Storm vice-president and general manager Mike Kelly took a chance when he drafted Harpur with the first pick in the third round of the 2011 Ontario Hockey League draft.
Harpur had been a forward his entire life, but as fate would have it, his Niagara Falls minor midget team had a lot of injuries one tournament so the coach moved him back to defence.
That changed everything.
Kelly saw him play and recognized the raw talent that lurked below the surface and stepped up to take him, knowing he’d be a bit of a long term project.
Now Harpur would play in any team’s top four defencemen in the OHL.
“I just saw an awful lot of coordination between his hands and his feet for such a big kid,” remembered Kelly.
“Not that he was dominant, but there were not may 6-foot-4 kids (at that time) that had their skating and their hands working together at the same time. A few times he grabbed the puck and went up ice with it so you could see then he had some abilities that not everyone possesses.”
Harpur didn’t play a lot in his first season as a 16-year-old and then last year was allowed to learn on the job.
As you can imagine there were some “hold your breath moments” but it wasn’t long before you could see what he could become. This year he has blossomed into that shutdown defenceman every team needs to be successful.
“With the coaching I’ve received here in Guelph it feels like I’ve played defence my whole life,” said Harpur.

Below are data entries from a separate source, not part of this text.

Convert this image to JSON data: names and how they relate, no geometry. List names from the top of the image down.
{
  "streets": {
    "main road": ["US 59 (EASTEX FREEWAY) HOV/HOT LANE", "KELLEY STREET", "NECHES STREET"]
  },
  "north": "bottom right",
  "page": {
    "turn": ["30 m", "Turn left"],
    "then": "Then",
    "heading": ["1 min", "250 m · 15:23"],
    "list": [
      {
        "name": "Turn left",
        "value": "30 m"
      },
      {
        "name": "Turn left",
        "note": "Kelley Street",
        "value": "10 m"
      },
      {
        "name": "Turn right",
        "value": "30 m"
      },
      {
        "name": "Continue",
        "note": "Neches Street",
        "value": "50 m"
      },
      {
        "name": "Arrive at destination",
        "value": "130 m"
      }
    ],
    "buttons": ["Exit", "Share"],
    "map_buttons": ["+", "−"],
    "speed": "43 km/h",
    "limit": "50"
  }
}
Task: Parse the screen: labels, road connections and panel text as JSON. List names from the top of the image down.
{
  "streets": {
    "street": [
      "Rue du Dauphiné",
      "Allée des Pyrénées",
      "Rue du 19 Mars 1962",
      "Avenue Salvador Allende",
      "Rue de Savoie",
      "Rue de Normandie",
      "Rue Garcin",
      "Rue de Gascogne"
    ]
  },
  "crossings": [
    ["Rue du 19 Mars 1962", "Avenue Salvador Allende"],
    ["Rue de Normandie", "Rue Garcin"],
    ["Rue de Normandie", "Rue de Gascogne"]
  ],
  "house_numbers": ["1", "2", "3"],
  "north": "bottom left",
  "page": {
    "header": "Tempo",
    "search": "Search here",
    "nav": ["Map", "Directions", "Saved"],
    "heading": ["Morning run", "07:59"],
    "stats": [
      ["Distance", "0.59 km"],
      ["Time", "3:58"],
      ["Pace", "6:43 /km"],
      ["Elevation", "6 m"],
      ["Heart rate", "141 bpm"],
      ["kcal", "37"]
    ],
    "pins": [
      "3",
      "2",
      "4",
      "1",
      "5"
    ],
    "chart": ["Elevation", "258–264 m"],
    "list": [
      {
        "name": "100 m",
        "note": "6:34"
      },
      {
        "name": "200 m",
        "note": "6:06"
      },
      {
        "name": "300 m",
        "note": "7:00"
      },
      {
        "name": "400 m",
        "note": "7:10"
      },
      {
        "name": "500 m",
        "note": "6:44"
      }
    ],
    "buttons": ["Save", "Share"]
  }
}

“I’m a lot stronger now and I think I’ve really improved my mental toughness. The first two years in the league, if I got scored on I would dwell on my mistake and it affected me the rest of the game. Now if I make a mistake, I can shake it off and be ready to go on the next shift.”
“I believe he will be a top 10 defenceman in the league next year and a player the national junior team program will have to look at,” said Kelly. “His skating is quite exceptional for a guy that big. It’s deceiving.”
The Niagara-on-the-Lake native has been playing with Phil Baltisberger and the pairing has proven to be very efficient. Harpur is +32 on the season with Baltisberger at +22.
“We both play a similar game,” said Harpur.
“Neither of us is very flashy offensively but we play hard and we communicate well and we know where each other will be all the time and that allows us to get out of the zone easily.”
Harpur has 16 points on the season and says he still loves to lug the puck up ice but he knows that his role is to keep the puck out of his net.
With offensive defencemen like Matt Finn, Zac Leslie and Nick Ebert already on the team, he can concentrate on his own end.
“I see myself as the guy they look at to handle the defensive side of things first,” said Harpur. “I take pride in that.”
From the Land of Oz . . . The Storm saw their nine-game winning streak come to an end with a 3-1 loss in Windsor Saturday night. They were up 1-0 with about eight minutes to go when Leslie tripped on a broken stick giving the Windsor player a clear path to the net. That bad break gave the Spitfires the momentum they never relinquished . . . Friday night the Storm pounded Sarnia 6-1 . . . The Storm plays in Kitchener tonight before hosting Mississauga and Belleville Thursday and Friday, respectively.